THE INPUT
== Segment start ==

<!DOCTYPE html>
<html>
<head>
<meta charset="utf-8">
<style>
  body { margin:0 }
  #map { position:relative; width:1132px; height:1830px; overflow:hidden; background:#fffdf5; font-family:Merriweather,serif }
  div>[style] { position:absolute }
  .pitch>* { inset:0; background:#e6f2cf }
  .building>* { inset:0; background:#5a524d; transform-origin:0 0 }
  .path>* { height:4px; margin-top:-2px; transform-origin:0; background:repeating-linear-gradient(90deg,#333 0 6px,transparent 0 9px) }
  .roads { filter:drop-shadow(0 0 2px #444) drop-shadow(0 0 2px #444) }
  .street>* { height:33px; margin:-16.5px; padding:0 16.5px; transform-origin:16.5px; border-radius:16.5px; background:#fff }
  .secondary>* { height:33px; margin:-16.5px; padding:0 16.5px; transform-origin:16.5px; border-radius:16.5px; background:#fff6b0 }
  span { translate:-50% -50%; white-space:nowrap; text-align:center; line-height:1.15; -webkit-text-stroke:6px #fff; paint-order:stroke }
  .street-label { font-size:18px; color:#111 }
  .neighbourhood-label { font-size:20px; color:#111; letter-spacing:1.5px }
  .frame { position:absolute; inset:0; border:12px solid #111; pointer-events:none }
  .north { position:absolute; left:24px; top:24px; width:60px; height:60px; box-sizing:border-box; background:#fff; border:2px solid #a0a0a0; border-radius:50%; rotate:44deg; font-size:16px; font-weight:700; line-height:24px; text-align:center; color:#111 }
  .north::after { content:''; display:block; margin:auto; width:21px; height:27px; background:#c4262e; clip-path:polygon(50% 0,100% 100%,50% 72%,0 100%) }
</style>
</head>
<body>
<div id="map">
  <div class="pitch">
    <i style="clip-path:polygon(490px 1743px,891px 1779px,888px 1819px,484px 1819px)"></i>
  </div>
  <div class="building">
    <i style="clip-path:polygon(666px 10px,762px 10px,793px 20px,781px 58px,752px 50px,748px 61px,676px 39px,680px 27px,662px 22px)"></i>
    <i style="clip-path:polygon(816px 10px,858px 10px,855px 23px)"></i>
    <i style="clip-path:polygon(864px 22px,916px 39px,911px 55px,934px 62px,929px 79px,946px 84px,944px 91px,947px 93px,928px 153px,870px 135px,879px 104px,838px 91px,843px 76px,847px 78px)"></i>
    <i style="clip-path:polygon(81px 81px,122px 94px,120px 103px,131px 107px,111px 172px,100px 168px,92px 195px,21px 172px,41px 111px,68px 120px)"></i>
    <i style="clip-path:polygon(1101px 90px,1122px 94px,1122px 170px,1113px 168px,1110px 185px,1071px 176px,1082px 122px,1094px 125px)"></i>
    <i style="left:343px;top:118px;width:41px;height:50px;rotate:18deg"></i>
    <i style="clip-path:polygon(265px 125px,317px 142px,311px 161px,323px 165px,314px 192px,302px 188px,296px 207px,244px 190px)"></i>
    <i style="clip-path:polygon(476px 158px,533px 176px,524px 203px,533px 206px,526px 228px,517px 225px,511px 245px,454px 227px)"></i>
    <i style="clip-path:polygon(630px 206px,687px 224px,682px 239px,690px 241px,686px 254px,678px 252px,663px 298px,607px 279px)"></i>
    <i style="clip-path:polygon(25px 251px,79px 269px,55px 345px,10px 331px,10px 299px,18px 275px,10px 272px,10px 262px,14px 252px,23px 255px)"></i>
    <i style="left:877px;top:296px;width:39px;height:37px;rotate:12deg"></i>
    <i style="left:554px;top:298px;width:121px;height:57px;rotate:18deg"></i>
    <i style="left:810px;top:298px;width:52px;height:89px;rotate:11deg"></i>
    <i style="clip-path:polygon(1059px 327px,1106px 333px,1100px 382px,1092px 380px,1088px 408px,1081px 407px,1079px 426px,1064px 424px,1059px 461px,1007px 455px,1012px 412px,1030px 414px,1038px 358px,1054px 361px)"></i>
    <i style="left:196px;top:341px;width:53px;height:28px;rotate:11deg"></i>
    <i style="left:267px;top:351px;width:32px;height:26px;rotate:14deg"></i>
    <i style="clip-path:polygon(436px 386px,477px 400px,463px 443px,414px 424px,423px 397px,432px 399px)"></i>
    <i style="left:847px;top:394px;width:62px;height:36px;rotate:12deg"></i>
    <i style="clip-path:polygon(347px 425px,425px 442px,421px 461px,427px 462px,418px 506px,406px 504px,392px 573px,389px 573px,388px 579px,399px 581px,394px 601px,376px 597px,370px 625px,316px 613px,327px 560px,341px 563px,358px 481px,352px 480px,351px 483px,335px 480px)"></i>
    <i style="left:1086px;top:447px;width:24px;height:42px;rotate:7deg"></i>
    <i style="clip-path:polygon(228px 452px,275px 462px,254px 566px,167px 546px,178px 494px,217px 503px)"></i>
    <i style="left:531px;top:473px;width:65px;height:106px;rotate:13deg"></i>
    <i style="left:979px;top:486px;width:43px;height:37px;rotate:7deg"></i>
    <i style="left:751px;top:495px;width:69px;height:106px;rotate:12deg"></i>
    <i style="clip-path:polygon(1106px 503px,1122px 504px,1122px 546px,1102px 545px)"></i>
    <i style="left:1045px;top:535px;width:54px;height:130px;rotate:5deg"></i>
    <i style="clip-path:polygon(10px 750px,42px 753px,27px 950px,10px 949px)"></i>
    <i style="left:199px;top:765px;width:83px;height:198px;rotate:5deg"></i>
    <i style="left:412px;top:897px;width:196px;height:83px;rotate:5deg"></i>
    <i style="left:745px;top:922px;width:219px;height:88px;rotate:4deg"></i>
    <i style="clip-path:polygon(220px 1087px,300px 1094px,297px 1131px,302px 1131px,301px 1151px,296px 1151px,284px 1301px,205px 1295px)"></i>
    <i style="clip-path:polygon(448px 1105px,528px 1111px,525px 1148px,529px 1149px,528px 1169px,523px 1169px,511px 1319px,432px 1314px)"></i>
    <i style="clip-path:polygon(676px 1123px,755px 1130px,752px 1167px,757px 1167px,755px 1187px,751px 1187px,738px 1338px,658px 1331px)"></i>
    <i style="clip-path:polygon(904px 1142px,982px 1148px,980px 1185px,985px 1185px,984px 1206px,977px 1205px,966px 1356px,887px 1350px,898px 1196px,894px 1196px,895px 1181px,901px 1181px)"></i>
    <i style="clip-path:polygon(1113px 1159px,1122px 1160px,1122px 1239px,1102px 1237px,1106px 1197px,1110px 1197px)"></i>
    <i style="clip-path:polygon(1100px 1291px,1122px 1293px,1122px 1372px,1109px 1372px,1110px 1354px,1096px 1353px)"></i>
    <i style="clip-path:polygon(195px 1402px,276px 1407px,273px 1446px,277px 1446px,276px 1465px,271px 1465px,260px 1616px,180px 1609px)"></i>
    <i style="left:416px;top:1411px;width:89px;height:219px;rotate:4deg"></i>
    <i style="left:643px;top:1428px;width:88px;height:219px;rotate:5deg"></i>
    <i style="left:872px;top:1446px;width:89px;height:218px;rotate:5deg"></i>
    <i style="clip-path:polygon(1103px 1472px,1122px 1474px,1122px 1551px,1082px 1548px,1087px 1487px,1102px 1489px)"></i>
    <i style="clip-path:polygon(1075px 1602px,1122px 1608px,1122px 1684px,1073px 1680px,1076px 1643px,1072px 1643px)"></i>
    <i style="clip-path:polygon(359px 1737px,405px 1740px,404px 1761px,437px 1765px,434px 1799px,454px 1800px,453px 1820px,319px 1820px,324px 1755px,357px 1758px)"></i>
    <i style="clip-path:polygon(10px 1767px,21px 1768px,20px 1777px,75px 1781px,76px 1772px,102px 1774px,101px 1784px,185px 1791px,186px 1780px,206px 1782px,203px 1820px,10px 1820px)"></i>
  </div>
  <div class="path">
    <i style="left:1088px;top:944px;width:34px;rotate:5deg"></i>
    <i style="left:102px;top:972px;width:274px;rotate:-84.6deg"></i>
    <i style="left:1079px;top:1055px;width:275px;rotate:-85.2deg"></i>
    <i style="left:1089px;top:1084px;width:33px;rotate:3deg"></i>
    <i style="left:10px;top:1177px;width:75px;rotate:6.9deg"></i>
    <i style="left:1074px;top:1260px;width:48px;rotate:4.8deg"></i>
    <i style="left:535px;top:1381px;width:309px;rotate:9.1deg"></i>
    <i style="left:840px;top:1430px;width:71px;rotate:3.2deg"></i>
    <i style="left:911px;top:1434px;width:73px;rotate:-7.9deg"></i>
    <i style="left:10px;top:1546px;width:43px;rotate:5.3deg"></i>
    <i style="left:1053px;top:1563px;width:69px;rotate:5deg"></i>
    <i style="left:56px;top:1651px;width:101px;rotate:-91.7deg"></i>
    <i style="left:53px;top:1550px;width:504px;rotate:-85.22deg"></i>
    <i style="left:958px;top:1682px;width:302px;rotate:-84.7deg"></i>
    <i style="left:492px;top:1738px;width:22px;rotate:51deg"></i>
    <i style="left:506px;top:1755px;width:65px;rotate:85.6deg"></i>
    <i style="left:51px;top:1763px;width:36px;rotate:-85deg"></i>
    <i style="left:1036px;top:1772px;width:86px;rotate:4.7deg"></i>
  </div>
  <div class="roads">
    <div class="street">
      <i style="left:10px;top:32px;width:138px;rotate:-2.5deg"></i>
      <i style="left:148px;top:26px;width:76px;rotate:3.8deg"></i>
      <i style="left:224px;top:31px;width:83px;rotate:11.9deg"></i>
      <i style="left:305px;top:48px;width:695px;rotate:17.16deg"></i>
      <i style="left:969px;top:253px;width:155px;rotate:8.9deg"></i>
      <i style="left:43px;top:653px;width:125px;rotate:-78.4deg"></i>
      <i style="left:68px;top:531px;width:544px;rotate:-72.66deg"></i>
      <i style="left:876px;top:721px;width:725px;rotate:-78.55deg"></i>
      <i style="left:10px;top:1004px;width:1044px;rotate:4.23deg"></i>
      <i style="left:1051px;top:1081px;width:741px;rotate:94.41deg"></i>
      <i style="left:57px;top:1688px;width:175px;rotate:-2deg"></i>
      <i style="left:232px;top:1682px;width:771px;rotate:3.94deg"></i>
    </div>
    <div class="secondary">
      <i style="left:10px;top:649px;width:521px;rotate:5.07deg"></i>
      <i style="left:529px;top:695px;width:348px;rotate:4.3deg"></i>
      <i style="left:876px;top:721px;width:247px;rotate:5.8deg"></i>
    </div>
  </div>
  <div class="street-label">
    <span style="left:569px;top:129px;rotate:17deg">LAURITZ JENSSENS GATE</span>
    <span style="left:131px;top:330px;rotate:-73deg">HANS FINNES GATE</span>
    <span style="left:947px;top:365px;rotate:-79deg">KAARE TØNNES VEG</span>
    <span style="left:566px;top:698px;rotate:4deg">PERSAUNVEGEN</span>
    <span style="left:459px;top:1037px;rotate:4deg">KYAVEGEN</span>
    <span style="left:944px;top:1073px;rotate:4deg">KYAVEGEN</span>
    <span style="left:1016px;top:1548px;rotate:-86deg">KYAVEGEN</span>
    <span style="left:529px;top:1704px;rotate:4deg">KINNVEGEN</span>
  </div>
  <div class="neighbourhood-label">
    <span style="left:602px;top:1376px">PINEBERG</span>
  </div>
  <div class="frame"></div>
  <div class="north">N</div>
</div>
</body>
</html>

== Segment end ==

A word-for-word copy of the entries, from the first line through the line containing "position:absolute; left:24px; top:24px;", is the whole answer.

RESULT OF THIS TASK
<!DOCTYPE html>
<html>
<head>
<meta charset="utf-8">
<style>
  body { margin:0 }
  #map { position:relative; width:1132px; height:1830px; overflow:hidden; background:#fffdf5; font-family:Merriweather,serif }
  div>[style] { position:absolute }
  .pitch>* { inset:0; background:#e6f2cf }
  .building>* { inset:0; background:#5a524d; transform-origin:0 0 }
  .path>* { height:4px; margin-top:-2px; transform-origin:0; background:repeating-linear-gradient(90deg,#333 0 6px,transparent 0 9px) }
  .roads { filter:drop-shadow(0 0 2px #444) drop-shadow(0 0 2px #444) }
  .street>* { height:33px; margin:-16.5px; padding:0 16.5px; transform-origin:16.5px; border-radius:16.5px; background:#fff }
  .secondary>* { height:33px; margin:-16.5px; padding:0 16.5px; transform-origin:16.5px; border-radius:16.5px; background:#fff6b0 }
  span { translate:-50% -50%; white-space:nowrap; text-align:center; line-height:1.15; -webkit-text-stroke:6px #fff; paint-order:stroke }
  .street-label { font-size:18px; color:#111 }
  .neighbourhood-label { font-size:20px; color:#111; letter-spacing:1.5px }
  .frame { position:absolute; inset:0; border:12px solid #111; pointer-events:none }
  .north { position:absolute; left:24px; top:24px; width:60px; height:60px; box-sizing:border-box; background:#fff; border:2px solid #a0a0a0; border-radius:50%; rotate:44deg; font-size:16px; font-weight:700; line-height:24px; text-align:center; color:#111 }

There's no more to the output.